Les sièges eux-mêmes participent à cette impression de salle construite autour du regard. Leur forme basse, leurs lignes arrondies et les ouvertures circulaires visibles dans la façade des bancs suggèrent un mobilier pensé pour intégrer des usages discrets. On y lit un aménagement intérieur précis, où la technique et le confort d’usage se croisent sans être montrés de manière ostentatoire.
La technique de projection reste visible, mais en retrait
Le détail projecteur apparaît dans les vues techniques comme un élément assumé du projet. La lentille, la protection visible et les points de fixation montrent que la machine n’a pas été dissimulée à tout prix ; elle fait partie du dispositif. Pourtant, elle reste en retrait par rapport à la salle elle-même. Ce traitement correspond bien à l’esprit du projet : l’attention se porte d’abord sur l’image, la ligne de vue et la qualité de l’enveloppe intérieure.
Cette présence mesurée de la technique renforce la lecture du projet comme un intérieur cinéma maison abouti, plutôt qu’un simple espace d’équipement. Le parcours visuel va du mobilier vers l’écran, puis vers la source de projection, avant de revenir aux surfaces sombres qui absorbent l’environnement.
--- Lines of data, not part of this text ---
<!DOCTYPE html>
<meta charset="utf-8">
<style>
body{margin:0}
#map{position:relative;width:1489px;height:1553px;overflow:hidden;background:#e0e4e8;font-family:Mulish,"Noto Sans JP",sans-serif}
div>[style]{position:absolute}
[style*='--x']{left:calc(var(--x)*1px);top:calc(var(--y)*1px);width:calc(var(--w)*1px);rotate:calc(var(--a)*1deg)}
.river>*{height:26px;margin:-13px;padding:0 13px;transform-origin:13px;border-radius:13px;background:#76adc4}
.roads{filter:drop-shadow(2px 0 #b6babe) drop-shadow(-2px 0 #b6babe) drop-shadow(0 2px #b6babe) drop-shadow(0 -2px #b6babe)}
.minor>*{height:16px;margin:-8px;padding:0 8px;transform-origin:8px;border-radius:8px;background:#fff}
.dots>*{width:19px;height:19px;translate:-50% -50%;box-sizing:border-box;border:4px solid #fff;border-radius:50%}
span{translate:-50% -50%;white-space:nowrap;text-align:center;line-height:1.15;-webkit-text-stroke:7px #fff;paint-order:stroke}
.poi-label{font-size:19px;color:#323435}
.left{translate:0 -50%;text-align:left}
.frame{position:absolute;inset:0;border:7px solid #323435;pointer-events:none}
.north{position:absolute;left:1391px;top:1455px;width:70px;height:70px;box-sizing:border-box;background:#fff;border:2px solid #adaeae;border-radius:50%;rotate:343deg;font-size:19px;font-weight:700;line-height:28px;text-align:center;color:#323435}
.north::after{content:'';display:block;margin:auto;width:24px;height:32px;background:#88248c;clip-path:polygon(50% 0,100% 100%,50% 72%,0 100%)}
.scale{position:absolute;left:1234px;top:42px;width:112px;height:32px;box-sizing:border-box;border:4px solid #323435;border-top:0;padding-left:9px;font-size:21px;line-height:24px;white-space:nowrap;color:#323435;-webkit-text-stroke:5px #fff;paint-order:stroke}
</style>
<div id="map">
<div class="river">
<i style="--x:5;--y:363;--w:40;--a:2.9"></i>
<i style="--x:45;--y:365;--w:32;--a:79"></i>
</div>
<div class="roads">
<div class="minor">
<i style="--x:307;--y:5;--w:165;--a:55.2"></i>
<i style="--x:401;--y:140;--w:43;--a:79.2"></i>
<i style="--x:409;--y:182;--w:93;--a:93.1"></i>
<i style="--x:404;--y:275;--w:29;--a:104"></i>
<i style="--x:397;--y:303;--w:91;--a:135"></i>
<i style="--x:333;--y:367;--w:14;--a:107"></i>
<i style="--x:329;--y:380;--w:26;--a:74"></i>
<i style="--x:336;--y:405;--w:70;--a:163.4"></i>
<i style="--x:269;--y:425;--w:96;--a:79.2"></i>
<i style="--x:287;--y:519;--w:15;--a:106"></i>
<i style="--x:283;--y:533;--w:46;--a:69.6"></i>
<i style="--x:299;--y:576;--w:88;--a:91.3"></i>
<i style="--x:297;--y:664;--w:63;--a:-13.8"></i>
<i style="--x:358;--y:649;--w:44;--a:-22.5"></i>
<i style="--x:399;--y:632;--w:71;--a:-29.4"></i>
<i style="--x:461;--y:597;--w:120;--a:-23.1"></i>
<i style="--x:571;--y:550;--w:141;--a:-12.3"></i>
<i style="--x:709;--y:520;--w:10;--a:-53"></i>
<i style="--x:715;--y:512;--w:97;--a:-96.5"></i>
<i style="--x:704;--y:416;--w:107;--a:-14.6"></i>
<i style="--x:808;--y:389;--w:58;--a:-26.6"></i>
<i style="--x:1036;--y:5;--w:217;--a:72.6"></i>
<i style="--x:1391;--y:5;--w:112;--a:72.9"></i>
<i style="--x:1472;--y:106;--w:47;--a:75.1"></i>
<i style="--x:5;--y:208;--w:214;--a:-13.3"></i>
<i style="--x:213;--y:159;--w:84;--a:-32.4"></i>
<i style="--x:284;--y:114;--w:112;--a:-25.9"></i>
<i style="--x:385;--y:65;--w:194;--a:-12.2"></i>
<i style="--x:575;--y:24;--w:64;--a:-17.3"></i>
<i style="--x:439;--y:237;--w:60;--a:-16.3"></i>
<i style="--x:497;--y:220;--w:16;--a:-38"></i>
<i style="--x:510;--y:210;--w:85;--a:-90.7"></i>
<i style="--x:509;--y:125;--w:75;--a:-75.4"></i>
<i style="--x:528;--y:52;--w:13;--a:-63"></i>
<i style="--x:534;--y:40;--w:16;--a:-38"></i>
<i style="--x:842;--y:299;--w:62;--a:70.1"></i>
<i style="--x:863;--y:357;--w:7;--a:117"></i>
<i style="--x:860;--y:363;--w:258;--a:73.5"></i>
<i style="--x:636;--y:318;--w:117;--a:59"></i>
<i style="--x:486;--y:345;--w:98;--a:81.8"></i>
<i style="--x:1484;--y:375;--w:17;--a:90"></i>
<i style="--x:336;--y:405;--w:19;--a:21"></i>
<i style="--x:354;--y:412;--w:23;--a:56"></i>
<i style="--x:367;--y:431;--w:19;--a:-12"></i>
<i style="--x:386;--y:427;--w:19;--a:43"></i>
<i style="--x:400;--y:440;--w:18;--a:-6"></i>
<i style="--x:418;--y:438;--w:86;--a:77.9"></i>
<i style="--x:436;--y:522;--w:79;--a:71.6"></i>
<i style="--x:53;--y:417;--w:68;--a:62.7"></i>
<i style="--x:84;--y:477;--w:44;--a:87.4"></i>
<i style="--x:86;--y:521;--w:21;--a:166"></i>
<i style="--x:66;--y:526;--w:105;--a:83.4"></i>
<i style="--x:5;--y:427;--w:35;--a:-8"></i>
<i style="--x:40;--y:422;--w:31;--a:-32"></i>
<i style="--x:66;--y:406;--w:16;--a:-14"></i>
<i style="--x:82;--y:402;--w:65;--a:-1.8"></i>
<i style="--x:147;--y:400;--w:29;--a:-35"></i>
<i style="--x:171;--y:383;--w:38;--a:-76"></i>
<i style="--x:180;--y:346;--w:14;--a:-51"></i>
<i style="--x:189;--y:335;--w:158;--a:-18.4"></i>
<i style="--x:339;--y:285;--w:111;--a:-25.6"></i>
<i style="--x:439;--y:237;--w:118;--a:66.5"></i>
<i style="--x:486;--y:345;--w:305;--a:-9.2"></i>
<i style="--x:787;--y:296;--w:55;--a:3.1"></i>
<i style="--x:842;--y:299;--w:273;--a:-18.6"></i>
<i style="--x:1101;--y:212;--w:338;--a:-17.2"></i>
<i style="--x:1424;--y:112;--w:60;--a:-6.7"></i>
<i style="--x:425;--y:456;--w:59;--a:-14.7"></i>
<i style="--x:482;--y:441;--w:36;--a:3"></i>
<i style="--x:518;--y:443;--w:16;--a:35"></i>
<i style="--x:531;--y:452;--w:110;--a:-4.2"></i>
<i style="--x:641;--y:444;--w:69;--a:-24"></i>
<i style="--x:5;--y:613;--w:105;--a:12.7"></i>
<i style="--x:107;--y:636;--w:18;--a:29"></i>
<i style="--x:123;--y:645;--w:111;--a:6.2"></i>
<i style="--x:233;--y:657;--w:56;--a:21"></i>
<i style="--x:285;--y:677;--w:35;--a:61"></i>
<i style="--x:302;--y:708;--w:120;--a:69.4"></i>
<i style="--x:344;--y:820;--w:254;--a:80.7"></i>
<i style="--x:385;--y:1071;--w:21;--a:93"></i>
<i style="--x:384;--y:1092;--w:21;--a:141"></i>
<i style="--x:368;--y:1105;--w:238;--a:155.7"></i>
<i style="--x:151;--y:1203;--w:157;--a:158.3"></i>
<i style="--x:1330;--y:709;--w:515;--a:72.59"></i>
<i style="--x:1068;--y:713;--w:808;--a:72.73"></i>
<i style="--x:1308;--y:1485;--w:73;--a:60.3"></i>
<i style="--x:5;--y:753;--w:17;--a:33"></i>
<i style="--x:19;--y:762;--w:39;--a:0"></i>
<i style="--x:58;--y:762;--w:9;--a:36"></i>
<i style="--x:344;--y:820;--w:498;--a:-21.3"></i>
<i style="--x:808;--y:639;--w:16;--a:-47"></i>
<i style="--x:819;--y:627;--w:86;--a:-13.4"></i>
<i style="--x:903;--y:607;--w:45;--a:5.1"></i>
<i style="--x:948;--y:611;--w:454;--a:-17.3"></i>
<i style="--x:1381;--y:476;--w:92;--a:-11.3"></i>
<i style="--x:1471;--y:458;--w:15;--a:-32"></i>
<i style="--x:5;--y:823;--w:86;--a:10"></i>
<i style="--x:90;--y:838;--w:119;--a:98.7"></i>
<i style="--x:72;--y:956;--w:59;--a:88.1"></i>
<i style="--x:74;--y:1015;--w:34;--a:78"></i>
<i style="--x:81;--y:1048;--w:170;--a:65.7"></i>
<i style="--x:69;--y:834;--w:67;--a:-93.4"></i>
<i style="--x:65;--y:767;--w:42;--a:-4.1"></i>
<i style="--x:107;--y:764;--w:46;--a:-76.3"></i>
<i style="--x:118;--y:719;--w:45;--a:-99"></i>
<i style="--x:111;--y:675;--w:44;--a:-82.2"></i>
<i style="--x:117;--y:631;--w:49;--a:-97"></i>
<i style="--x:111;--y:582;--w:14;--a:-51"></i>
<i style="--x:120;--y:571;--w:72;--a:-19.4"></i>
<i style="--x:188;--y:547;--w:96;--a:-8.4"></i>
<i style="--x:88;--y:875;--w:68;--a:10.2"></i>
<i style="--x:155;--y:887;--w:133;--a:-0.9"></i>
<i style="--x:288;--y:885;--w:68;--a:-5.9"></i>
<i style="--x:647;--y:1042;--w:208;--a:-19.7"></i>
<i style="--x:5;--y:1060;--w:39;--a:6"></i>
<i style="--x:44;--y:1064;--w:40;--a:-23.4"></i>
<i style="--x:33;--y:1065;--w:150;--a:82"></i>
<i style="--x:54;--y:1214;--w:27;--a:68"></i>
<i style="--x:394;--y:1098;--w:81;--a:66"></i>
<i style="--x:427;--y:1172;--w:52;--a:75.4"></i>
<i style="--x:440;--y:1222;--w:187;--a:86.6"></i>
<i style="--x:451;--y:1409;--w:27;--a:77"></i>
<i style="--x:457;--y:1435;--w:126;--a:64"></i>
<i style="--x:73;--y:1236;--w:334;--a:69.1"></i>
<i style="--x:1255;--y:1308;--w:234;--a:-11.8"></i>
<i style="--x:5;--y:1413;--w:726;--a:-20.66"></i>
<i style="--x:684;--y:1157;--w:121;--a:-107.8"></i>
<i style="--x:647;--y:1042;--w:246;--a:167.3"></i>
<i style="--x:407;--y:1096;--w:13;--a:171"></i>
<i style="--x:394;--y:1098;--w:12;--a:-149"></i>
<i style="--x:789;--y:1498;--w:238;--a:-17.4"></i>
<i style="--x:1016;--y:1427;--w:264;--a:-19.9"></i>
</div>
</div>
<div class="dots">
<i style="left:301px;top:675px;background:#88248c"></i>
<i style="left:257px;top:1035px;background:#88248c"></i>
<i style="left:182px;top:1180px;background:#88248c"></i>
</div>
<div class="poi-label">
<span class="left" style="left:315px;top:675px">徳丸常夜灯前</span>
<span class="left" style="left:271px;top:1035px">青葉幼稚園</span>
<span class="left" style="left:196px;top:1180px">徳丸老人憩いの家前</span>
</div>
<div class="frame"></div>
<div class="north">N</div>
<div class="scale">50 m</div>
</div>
Tout est orienté vers la séance, mais sans bruit visuel inutile.
Une salle familiale pensée pour environ dix places
Avec ses quelque dix places, la pièce garde une dimension domestique malgré son échelle spectaculaire. La disposition des bancs, la largeur du passage central et la proximité du grand écran cinéma maison indiquent une salle conçue pour un usage partagé, dans un cadre privé. On y devine une programmation familiale, où l’on peut aussi bien regarder la télévision que lancer un film en format large, sans modifier l’aménagement de base.
Ce projet de transformation cinéma maison montre surtout comment un volume intérieur existant peut être réécrit par la lumière, les assises et les surfaces acoustiques. L’ancien bassin n’est plus lisible qu’en creux ; ce qui domine désormais, ce sont l’axe de vision, le grand écran et les contours lumineux qui accompagnent la projection. La pièce fonctionne comme une salle de cinéma à part entière, mais elle garde la précision d’un aménagement domestique.